The core advantage of MIP-Editor lies in path-aware editing being more "precise" than point-wise pruning, achieving coordinated cross-modal unlearning through a dual-branch design. However, computational cost and scaling behavior are clear shortcomings.

The path-level attribution idea can transfer to continual learning (localizing old knowledge paths to prevent forgetting) and model editing (localizing factual paths for precise modification).
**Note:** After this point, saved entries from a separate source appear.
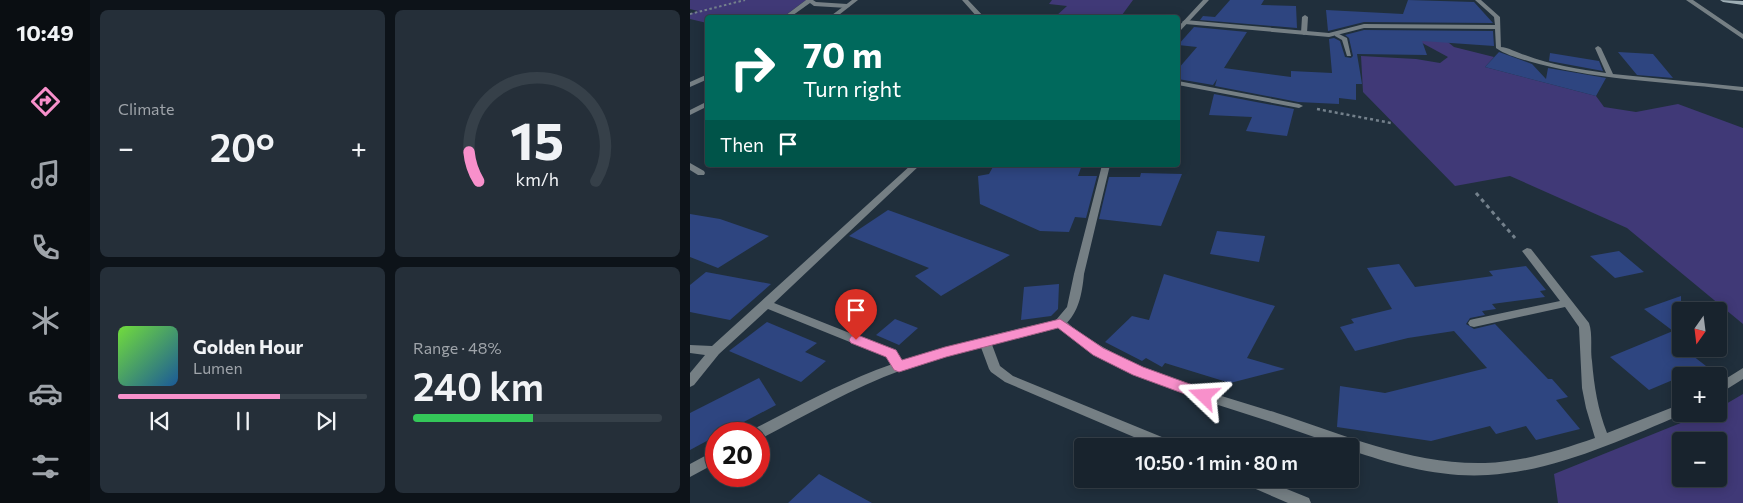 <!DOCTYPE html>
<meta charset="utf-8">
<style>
body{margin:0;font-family:Commissioner,sans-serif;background:#252f39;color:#f1f3f6;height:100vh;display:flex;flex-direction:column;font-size:19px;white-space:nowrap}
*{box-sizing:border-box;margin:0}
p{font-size:16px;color:#9fa4aa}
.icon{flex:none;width:28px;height:28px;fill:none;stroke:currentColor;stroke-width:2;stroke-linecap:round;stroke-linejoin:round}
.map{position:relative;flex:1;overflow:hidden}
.panel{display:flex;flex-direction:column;gap:10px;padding:10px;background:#0d1319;width:600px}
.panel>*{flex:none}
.guide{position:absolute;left:15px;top:15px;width:475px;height:152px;border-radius:5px;box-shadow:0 2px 12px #0003,0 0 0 1px #364049;background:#00695c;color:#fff;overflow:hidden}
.needle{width:32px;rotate:194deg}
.fabs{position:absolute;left:982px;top:302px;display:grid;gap:10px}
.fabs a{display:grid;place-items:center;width:55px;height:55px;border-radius:5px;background:#18232d;box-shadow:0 2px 12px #0003,0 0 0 1px #364049;font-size:25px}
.speed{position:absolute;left:15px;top:422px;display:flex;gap:10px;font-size:25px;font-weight:700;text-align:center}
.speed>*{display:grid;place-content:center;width:65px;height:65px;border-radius:50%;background:#18232d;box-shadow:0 2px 12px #0003,0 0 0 1px #364049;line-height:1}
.speed .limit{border:8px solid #d22;background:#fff;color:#111}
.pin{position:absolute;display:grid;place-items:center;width:42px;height:42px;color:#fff;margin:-51px -21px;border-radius:50% 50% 50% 0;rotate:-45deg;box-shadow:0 0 5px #0007}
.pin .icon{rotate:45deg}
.me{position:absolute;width:55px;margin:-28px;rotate:290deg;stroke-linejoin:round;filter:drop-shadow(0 0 4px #0008)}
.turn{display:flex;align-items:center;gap:18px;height:105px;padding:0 15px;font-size:22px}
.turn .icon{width:65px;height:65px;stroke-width:2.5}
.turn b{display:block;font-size:35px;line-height:42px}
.then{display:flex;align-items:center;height:48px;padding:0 15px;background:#0003;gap:10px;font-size:19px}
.big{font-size:38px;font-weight:600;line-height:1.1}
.panel .tile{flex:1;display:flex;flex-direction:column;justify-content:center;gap:8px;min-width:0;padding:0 18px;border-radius:8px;background:#252f39}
.panel .dial{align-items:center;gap:0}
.dial svg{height:130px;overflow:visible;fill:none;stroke:#364049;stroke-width:7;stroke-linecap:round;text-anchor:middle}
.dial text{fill:#f1f3f6;stroke:none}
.song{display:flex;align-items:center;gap:15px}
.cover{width:60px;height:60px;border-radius:8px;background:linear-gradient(135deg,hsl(100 70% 55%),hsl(210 70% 35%))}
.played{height:5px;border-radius:2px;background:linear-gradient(90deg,#f890cb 65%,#364049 65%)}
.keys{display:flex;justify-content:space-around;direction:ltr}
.heat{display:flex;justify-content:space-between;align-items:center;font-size:28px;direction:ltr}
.charge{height:8px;border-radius:4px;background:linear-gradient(90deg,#34c759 48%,#364049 0)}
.panel .tiles{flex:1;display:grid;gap:10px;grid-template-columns:repeat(2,1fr)}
.trip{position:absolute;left:384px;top:438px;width:285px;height:50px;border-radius:5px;background:#18232d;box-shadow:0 2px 12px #0003,0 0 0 1px #364049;font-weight:600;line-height:50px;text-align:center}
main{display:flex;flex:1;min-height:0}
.tabs{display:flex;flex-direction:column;width:90px;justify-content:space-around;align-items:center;background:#0a0e12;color:#9fa4aa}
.tabs .icon{width:35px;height:35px}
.tabs .current{color:#f890cb}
.tabs b{font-size:22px;color:#f1f3f6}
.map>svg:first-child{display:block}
.green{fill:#403977;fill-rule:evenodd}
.building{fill:#2e4580}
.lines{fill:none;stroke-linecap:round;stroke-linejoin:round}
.path-far2{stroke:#74818c;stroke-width:2;stroke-dasharray:2.5 2.5;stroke-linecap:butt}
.path-far1{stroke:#74818c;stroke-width:2.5;stroke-dasharray:3 3;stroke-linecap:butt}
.path{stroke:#74818c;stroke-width:3;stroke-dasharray:4 4;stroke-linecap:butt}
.service{fill:#757f84;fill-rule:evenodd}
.minor{fill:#757f84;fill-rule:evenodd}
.tertiary{fill:#757f84;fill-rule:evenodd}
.secondary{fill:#9eaeb5;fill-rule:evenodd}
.route{fill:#f890cb;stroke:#a15e84}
</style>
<main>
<nav class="tabs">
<b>10:49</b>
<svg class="icon current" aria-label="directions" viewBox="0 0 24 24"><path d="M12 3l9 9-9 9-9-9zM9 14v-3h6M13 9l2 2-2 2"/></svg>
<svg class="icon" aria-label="music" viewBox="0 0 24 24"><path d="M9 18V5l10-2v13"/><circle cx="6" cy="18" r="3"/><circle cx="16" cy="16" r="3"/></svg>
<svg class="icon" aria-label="phone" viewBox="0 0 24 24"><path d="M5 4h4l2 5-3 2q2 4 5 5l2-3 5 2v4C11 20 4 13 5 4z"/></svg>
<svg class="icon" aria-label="climate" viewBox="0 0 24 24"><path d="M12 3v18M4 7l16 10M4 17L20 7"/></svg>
<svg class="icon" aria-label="car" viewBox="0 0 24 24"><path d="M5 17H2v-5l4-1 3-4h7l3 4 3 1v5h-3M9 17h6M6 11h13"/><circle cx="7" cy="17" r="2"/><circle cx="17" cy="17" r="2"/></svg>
<svg class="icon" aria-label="filters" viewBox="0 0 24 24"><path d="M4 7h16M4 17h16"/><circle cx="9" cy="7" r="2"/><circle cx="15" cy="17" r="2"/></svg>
</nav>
<section class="panel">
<div class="tiles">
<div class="tile"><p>Climate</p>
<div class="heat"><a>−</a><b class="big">20°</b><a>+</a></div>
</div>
<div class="tile dial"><svg viewBox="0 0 100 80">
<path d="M14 69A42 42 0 1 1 86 69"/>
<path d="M14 69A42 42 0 0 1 8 51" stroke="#f890cb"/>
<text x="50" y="56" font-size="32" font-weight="700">15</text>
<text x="50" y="72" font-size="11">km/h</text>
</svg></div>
<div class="tile">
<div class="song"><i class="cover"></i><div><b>Golden Hour</b><p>Lumen</p></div></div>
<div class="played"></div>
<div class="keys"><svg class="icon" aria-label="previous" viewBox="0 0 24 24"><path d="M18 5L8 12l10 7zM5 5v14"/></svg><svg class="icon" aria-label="pause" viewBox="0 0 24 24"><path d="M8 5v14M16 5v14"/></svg><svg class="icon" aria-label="next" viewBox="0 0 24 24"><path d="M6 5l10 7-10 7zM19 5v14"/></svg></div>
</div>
<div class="tile"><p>Range · 48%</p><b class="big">240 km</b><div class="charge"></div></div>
</div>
</section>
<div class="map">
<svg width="1053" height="503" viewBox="0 0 1053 503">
<rect width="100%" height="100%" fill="#202f3c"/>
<path class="green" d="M0 0H116L93 17 18 18 17 23 0 19V14L8 11 0 9Z
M362 0H443L432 15 458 17H365L377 6 359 4Z
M744 31 764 47 804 57 795 67 906 96 914 107 946 112 988 104 1053 128V324L937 228 820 176 765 186 673 92 671 56 726 59 750 63 758 57 712 32Z
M1053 394V503H868L864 474 1013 414H1029V408ZM1029 441V479H991V441Z"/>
<path class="building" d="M540 0H574L571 5 606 6 607 28 510 20 513 16 525 17Z
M718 0 784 2 803 23 674 22 638 31 636 10 713 14Z
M504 27 557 32 534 68 601 77V71L642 73 639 39 644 38 650 41 655 57 661 58 663 56 659 38 655 35 674 30 803 31 804 46 732 41 737 55 667 54 672 84H666V100L649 98V104L608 102 525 86 527 79 523 85 488 79V69L507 47 488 45Z
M809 52 842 64 856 79 858 68 916 78 906 96 795 67Z
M928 52 963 54 983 78 947 75Z
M860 53 909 61 913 71 859 61Z
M524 94 604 109 597 136 556 131 562 117 519 115Z
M304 165H392L388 176H407L396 218 385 217 379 232 350 231 290 204 288 176 299 174Z
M451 173 492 174 471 226 409 219 419 177H450Z
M198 210 223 219 320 255 251 296 225 276 239 268 159 236Z
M0 214 30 219 79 236 28 268 0 257Z
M527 231 575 236 569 262 520 254Z
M929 251 954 272 925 278 900 256Z
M709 264 725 287 803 276 799 271 836 266 856 290 850 291 855 297 802 304 806 309 792 311 795 315 780 318 776 324 784 329 805 324 858 379H862L878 397 866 400 890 429 846 440 836 426 806 434 800 426 741 441 647 427 650 386 695 393 797 368 764 331 718 338 665 351 650 327 664 323 661 319 702 309 677 268Z
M16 272 81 284 40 320 0 312V285Z
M474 274 585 306 557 358 595 369 540 383 475 363 472 367 456 358 452 361 415 342 442 316 459 320Z
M369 284 368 309 361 316 331 320 334 287Z
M991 296V349H994L1016 366 959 390 920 357 983 331 954 309Z
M205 319 228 328 209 345 186 335Z
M77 322 127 343 115 352 136 361 111 382 39 351Z
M69 378 86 405 31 434H26V436L0 450V413Z
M129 474 182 503H98Z"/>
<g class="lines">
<path class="path-far2" d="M0 14 55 0"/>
<path class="path-far1" d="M627 109 701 123"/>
<path class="path" d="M786 193 825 238"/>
<path class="service" d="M116 0H123L126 2 157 4 160 6 157 8 124 6 120 3 99 18H92Z
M615 15 618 17 617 33 614 35 611 33 612 17Z
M645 34H649L657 38 661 56H657L652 40 645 36Z
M908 46 911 48 923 74 1053 87V91C984 82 915 81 849 64 835 60 817 56 806 48 813 44 827 53 835 55 861 65 889 69 916 73L905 48Z
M18 74V79L0 87V82Z
M488 81 609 104 613 106 609 108 488 85Z
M0 163 14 171 15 173 14 175H8L0 170Z
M221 165H230L84 303 205 351 215 366 213 369C204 372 201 364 197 357L78 309 29 354 4 385 0 387V373L15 355 0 353V345L22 346Z
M837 248 841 249 899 323C903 335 900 349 902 361 904 386 908 410 917 433L991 404V414H993C931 440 866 471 798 475 751 478 704 465 660 450V446H650L584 423 497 395 441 373 414 360 389 344 364 323 366 320C373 318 377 322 382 327 403 342 424 354 447 365 492 386 540 398 587 413 655 435 722 465 795 463 833 462 870 450 905 438L896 408 892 388 889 327 875 307 784 327 780 326 778 323 780 320 784 319 870 301 832 251Z
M295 338 299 339 301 342 310 366 323 376 484 442 486 446H465L315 382 301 372 299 369 289 342 291 339Z
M1053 368V379L1029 394V383Z
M550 479H572L619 498 621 503H598L552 483Z"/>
<path class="minor" d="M272 0H278L295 18H288Z
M785 0H791L810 17 811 49 806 48 805 29 674 28 639 37 495 24 492 22 495 20 639 33 674 24 805 25 804 17Z
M996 0H1003L1053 34V39Z
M389 271 394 274C392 294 389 312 374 326 320 342 265 351 212 370 163 388 118 414 72 438L69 439V434H60L62 430C103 409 143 387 186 370 244 348 306 334 366 320L377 307 384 274Z
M26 450V463L0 477V464Z"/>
<path class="tertiary" d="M162 0H168L145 18H138Z
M513 0H519L490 31 488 32V27Z
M18 101V106L0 115V110Z
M412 165H420L394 274 389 277 384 274Z"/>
<path class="secondary" d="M1030 0 1053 1V5L1033 2Z"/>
</g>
<path class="route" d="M370 319 413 348 453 367 519 391 521 396 519 400 514 401 443 375 403 355 368 328 256 357 209 372 204 370 196 357 161 343 159 340 161 336H170L206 350 212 360 255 347Z"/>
</svg>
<div class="fabs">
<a><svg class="needle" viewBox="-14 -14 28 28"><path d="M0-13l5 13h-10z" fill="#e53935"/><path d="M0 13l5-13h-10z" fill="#9fa4aa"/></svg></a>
<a>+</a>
<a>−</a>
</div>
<div class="speed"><div class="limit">20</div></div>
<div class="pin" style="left:166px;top:340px;background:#d93025"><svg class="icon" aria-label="arrive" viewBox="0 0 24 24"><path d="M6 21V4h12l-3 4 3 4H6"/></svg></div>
<svg class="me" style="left:514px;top:396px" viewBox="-20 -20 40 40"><path d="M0-17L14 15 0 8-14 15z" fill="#f890cb" stroke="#fff" stroke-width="4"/></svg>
<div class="trip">10:50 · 1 min · 80 m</div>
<div class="guide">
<div class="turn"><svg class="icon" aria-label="right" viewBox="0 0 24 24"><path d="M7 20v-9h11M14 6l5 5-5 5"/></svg><div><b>70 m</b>Turn right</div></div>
<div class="then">Then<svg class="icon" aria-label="arrive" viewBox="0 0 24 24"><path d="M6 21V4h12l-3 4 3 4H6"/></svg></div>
</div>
</div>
</main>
The choice between Fisher integration and gradient integration can be generalized as a universal framework for automatically selecting the most appropriate attribution signal order based on modality characteristics.

Rating

  • Novelty: ⭐⭐⭐⭐ The paradigm shift from point-wise to path-wise attribution represents a substantive contribution, though the RMisU component draws on prior work.
  • Experimental Thoroughness: ⭐⭐⭐⭐ Ablations are detailed and visualizations are clear, but model coverage is narrow and results on CLEAR lack full persuasiveness.
  • Writing Quality: ⭐⭐⭐⭐ Problem formulation is clear, method description is complete, and mathematical derivations are rigorous, though some notational inconsistencies exist (e.g., usage of \(N\) and \(L\)).
  • Value: ⭐⭐⭐⭐ MLLM unlearning is an important emerging direction; path-level editing provides a practical framework with direct applicability to privacy compliance.